About this exercise
Could you work out the number of lines in the listing that include the word "lineWidth" and reply with that figure alone?

Supplied records
________________________

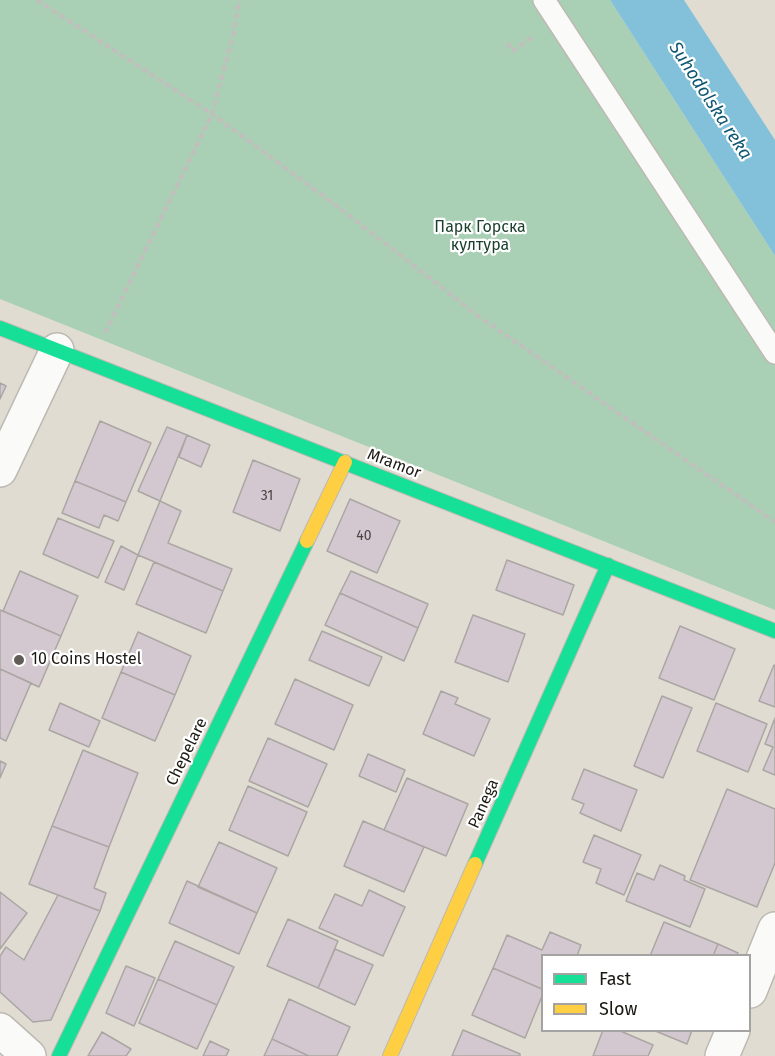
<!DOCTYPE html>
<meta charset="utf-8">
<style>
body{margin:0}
#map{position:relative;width:775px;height:1056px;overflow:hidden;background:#e1dcd2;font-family:"Fira Sans",sans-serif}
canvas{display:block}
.legend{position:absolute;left:541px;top:954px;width:210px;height:78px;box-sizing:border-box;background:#fff;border:2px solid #a4a3a1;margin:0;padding:8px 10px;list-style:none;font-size:18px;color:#1c1913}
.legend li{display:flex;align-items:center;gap:12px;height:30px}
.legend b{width:30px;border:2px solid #a4a3a1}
</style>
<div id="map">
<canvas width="775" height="1056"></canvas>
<ul class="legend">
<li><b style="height:8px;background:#16e098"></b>Fast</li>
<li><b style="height:8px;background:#ffcf43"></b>Slow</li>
</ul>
</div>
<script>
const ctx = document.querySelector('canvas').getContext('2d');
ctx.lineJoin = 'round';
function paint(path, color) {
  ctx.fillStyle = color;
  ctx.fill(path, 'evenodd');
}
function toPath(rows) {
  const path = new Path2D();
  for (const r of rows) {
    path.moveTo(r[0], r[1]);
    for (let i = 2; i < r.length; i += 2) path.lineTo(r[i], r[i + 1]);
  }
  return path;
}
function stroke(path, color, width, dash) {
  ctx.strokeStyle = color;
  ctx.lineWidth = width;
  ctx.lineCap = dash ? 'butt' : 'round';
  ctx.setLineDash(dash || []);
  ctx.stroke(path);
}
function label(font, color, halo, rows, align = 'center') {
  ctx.font = font + ' "Fira Sans",sans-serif';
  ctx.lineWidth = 4.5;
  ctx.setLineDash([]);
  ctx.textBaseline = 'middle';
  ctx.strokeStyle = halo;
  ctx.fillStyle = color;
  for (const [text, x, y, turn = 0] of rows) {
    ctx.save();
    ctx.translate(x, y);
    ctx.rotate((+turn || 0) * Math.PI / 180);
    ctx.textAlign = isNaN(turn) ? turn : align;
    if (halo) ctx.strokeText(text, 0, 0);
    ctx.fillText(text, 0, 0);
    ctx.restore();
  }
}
paint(toPath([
 [0,0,610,0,775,256,775,610,0,299]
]), '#a9d0b5');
paint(toPath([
 [610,0,684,0,775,140,775,256]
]), '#83c1da');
const building = toPath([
 [0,383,6,386,0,399,0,383],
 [100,421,151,443,126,502,75,481,100,421],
 [167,427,187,435,160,501,138,491,167,427],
 [187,435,210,445,201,467,179,457,187,435],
 [253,460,300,479,280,531,233,512,253,460],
 [75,481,126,502,118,521,104,515,99,528,62,513,75,481],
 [350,499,400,521,377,573,327,551,350,499],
 [160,501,181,511,168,543,232,569,223,591,138,555,160,501],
 [58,518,114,541,98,578,43,554,58,518],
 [121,546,138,555,124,590,105,582,121,546],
 [507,560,574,585,563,615,496,590,507,560],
 [154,562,223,591,206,633,136,604,154,562],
 [20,571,78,596,61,636,3,611,20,571],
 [351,571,428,604,418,628,340,593,351,571],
 [340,593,418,628,404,661,325,625,340,593],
 [0,610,61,636,39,687,0,669,0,610],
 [473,615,525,634,508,682,455,662,473,615],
 [680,626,735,649,714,700,659,678,680,626],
 [322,631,382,657,369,686,309,660,322,631],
 [138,632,191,656,175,695,121,672,138,632],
 [774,665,775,666,775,707,759,701,774,665],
 [0,669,31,683,6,741,0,738,0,669],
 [121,672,175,695,155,741,102,718,121,672],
 [295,679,353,705,334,750,275,724,295,679],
 [441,691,458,698,455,704,490,719,474,756,423,734,441,691],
 [662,696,692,708,663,778,634,766,662,696],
 [60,703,100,721,89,747,49,730,60,703],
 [716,703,767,724,748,772,697,751,716,703],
 [775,718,775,775,763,770,773,747,765,744,775,718],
 [268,738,327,764,308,807,249,781,268,738],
 [83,750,138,773,109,847,52,826,83,750],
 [368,754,405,770,396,792,359,776,368,754],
 [0,761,6,764,0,778,0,761],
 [584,769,637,790,621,831,580,813,584,804,572,799,584,769],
 [407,778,468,804,446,856,384,830,407,778],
 [248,786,307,812,288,856,229,830,248,786],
 [727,789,775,809,775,863,757,907,690,880,727,789],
 [363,821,424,847,404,892,344,866,363,821],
 [52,826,109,847,94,888,106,893,100,911,29,884,52,826],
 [594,835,641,855,624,895,596,883,601,869,583,862,594,835],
 [219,842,277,868,257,913,198,887,219,842],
 [660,865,685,876,684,880,705,889,690,927,626,901,637,873,654,880,660,865],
 [187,881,257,913,239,954,169,923,187,881],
 [369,890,405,907,383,956,319,928,335,894,362,906,369,890],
 [0,892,27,913,0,949,0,892],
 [58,895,100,911,51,1020,33,1022,0,992,0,956,6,947,24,960,58,895],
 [288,919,338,941,318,988,267,966,288,919],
 [664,922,718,944,713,956,650,956,664,922],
 [550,932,581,945,577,956,542,956,542,989,493,968,507,935,542,950,550,932],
 [175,941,234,967,217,1005,158,979,175,941],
 [718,944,738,953,737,956,713,956,718,944],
 [335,949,373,965,355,1005,318,988,335,949],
 [126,966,155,978,134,1026,106,1013,126,966],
 [493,968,542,989,542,996,525,1038,472,1015,493,968],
 [158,979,217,1005,197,1049,139,1023,158,979],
 [289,999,350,1027,337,1056,309,1056,272,1039,289,999],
 [463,1030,520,1054,520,1056,452,1056,463,1030],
 [603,1030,618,1030,653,1045,648,1056,593,1056,603,1030],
 [653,1030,692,1030,687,1044,653,1030],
 [102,1032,131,1049,126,1056,88,1056,102,1032],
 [272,1039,309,1056,264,1056,272,1039],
 [210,1041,229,1050,226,1056,203,1056,210,1041]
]);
paint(building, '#d4c8d0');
stroke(building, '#aaa6a3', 1.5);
const lane = toPath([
 [544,0,775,353]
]);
const street = toPath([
 [0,470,57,350],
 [750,991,775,929],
 [0,1030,29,1056],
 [722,1056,733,1030]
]);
const fast = toPath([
 [0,328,775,631],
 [475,864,608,565],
 [59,1056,307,541]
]);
const slow = toPath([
 [307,541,345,462],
 [390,1056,475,864]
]);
stroke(lane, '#bdb9b2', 24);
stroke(street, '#bdb9b2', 36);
stroke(fast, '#bdb9b2', 16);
stroke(slow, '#bdb9b2', 16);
stroke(toPath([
 [37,0,212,114,337,206,477,315,775,522],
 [507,43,513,51,534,36],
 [105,333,212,114,233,36,239,0]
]), '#c0bfbc', 4, [6, 3]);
stroke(lane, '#fafaf8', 21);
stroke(street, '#fafaf8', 33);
stroke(fast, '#16e098', 14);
stroke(slow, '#ffcf43', 14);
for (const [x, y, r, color] of [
 [19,660,6,"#615d56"]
]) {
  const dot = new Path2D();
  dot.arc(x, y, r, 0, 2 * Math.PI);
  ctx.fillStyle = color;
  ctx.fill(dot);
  stroke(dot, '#fff', 2);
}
label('14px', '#4a4542', null, [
 ["31",267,496],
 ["40",364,536]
]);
label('16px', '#1c402d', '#fff', [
 ["Парк Горска",480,228],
 ["култура",480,246]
]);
label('16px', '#1c1913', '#fff', [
 ["Mramor",394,464,21],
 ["Chepelare",187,752,-64],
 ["Panega",484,804,-66]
]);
label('16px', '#1c1913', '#fff', [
 ["10 Coins Hostel",31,660]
], 'left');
label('italic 18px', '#0e5773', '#fff', [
 ["Suhodolska reka",710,101,57]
]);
</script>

________________________

Answer section
2